EXERCISE GOAL: Repeat the data below exactly, with every entry included.

DATA SUPPLIED:
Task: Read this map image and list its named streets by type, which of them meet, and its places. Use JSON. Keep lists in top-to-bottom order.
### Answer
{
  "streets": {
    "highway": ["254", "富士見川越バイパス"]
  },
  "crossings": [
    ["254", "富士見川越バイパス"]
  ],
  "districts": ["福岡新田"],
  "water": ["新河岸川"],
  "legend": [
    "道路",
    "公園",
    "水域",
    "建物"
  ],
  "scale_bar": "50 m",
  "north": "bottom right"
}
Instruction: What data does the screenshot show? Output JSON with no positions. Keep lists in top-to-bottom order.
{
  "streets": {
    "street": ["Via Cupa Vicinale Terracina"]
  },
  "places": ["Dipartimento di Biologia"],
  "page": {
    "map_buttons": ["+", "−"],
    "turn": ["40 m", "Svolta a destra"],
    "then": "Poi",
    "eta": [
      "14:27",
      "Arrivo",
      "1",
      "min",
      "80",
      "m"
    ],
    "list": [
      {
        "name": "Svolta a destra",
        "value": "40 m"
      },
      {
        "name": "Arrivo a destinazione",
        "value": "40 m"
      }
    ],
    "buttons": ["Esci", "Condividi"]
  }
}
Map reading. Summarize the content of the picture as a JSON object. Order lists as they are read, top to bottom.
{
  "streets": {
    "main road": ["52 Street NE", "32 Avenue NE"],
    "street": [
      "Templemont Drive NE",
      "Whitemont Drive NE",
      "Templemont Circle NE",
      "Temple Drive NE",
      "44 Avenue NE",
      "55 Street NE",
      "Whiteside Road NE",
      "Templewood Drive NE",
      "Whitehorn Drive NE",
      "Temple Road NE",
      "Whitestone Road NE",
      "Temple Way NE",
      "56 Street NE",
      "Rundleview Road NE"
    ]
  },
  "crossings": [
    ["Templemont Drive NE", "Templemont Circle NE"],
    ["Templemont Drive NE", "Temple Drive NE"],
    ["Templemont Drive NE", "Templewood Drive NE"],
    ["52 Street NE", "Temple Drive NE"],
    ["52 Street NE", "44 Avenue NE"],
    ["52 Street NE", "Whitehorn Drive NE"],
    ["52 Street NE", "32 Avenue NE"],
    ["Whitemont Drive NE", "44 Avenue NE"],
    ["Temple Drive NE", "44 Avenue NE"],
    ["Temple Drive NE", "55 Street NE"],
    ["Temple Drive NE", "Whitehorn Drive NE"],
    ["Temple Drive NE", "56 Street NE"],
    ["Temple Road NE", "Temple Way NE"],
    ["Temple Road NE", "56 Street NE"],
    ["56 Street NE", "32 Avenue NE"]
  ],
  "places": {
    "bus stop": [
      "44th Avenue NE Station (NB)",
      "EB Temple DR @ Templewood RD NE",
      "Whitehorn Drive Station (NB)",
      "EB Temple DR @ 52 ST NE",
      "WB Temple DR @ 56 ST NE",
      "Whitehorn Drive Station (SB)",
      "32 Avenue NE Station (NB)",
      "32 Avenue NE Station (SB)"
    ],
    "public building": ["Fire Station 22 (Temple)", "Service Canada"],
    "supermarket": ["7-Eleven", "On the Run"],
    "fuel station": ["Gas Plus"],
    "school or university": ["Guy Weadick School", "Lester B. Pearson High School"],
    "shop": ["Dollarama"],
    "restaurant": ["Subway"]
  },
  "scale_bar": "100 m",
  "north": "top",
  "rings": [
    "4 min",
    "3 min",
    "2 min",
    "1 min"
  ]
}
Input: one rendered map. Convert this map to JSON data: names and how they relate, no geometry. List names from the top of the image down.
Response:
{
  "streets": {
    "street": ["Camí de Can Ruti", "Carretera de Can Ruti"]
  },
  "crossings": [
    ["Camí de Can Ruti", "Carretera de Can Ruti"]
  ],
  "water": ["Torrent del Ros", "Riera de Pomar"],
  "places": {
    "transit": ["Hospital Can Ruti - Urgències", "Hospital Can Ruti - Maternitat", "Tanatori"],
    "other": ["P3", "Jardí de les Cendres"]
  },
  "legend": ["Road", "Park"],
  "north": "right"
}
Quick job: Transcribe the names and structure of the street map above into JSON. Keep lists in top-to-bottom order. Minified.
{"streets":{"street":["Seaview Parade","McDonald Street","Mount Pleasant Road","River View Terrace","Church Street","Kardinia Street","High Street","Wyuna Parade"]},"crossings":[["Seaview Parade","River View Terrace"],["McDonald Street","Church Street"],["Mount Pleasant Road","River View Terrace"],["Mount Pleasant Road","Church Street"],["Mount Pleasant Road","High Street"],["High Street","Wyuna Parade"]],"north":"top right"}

TASK RESULT:
Task: Read this map image and list its named streets by type, which of them meet, and its places. Use JSON. Keep lists in top-to-bottom order.
### Answer
{
  "streets": {
    "highway": ["254", "富士見川越バイパス"]
  },
  "crossings": [
    ["254", "富士見川越バイパス"]
  ],
  "districts": ["福岡新田"],
  "water": ["新河岸川"],
  "legend": [
    "道路",
    "公園",
    "水域",
    "建物"
  ],
  "scale_bar": "50 m",
  "north": "bottom right"
}
Instruction: What data does the screenshot show? Output JSON with no positions. Keep lists in top-to-bottom order.
{
  "streets": {
    "street": ["Via Cupa Vicinale Terracina"]
  },
  "places": ["Dipartimento di Biologia"],
  "page": {
    "map_buttons": ["+", "−"],
    "turn": ["40 m", "Svolta a destra"],
    "then": "Poi",
    "eta": [
      "14:27",
      "Arrivo",
      "1",
      "min",
      "80",
      "m"
    ],
    "list": [
      {
        "name": "Svolta a destra",
        "value": "40 m"
      },
      {
        "name": "Arrivo a destinazione",
        "value": "40 m"
      }
    ],
    "buttons": ["Esci", "Condividi"]
  }
}
Map reading. Summarize the content of the picture as a JSON object. Order lists as they are read, top to bottom.
{
  "streets": {
    "main road": ["52 Street NE", "32 Avenue NE"],
    "street": [
      "Templemont Drive NE",
      "Whitemont Drive NE",
      "Templemont Circle NE",
      "Temple Drive NE",
      "44 Avenue NE",
      "55 Street NE",
      "Whiteside Road NE",
      "Templewood Drive NE",
      "Whitehorn Drive NE",
      "Temple Road NE",
      "Whitestone Road NE",
      "Temple Way NE",
      "56 Street NE",
      "Rundleview Road NE"
    ]
  },
  "crossings": [
    ["Templemont Drive NE", "Templemont Circle NE"],
    ["Templemont Drive NE", "Temple Drive NE"],
    ["Templemont Drive NE", "Templewood Drive NE"],
    ["52 Street NE", "Temple Drive NE"],
    ["52 Street NE", "44 Avenue NE"],
    ["52 Street NE", "Whitehorn Drive NE"],
    ["52 Street NE", "32 Avenue NE"],
    ["Whitemont Drive NE", "44 Avenue NE"],
    ["Temple Drive NE", "44 Avenue NE"],
    ["Temple Drive NE", "55 Street NE"],
    ["Temple Drive NE", "Whitehorn Drive NE"],
    ["Temple Drive NE", "56 Street NE"],
    ["Temple Road NE", "Temple Way NE"],
    ["Temple Road NE", "56 Street NE"],
    ["56 Street NE", "32 Avenue NE"]
  ],
  "places": {
    "bus stop": [
      "44th Avenue NE Station (NB)",
      "EB Temple DR @ Templewood RD NE",
      "Whitehorn Drive Station (NB)",
      "EB Temple DR @ 52 ST NE",
      "WB Temple DR @ 56 ST NE",
      "Whitehorn Drive Station (SB)",
      "32 Avenue NE Station (NB)",
      "32 Avenue NE Station (SB)"
    ],
    "public building": ["Fire Station 22 (Temple)", "Service Canada"],
    "supermarket": ["7-Eleven", "On the Run"],
    "fuel station": ["Gas Plus"],
    "school or university": ["Guy Weadick School", "Lester B. Pearson High School"],
    "shop": ["Dollarama"],
    "restaurant": ["Subway"]
  },
  "scale_bar": "100 m",
  "north": "top",
  "rings": [
    "4 min",
    "3 min",
    "2 min",
    "1 min"
  ]
}
Input: one rendered map. Convert this map to JSON data: names and how they relate, no geometry. List names from the top of the image down.
Response:
{
  "streets": {
    "street": ["Camí de Can Ruti", "Carretera de Can Ruti"]
  },
  "crossings": [
    ["Camí de Can Ruti", "Carretera de Can Ruti"]
  ],
  "water": ["Torrent del Ros", "Riera de Pomar"],
  "places": {
    "transit": ["Hospital Can Ruti - Urgències", "Hospital Can Ruti - Maternitat", "Tanatori"],
    "other": ["P3", "Jardí de les Cendres"]
  },
  "legend": ["Road", "Park"],
  "north": "right"
}
Quick job: Transcribe the names and structure of the street map above into JSON. Keep lists in top-to-bottom order. Minified.
{"streets":{"street":["Seaview Parade","McDonald Street","Mount Pleasant Road","River View Terrace","Church Street","Kardinia Street","High Street","Wyuna Parade"]},"crossings":[["Seaview Parade","River View Terrace"],["McDonald Street","Church Street"],["Mount Pleasant Road","River View Terrace"],["Mount Pleasant Road","Church Street"],["Mount Pleasant Road","High Street"],["High Street","Wyuna Parade"]],"north":"top right"}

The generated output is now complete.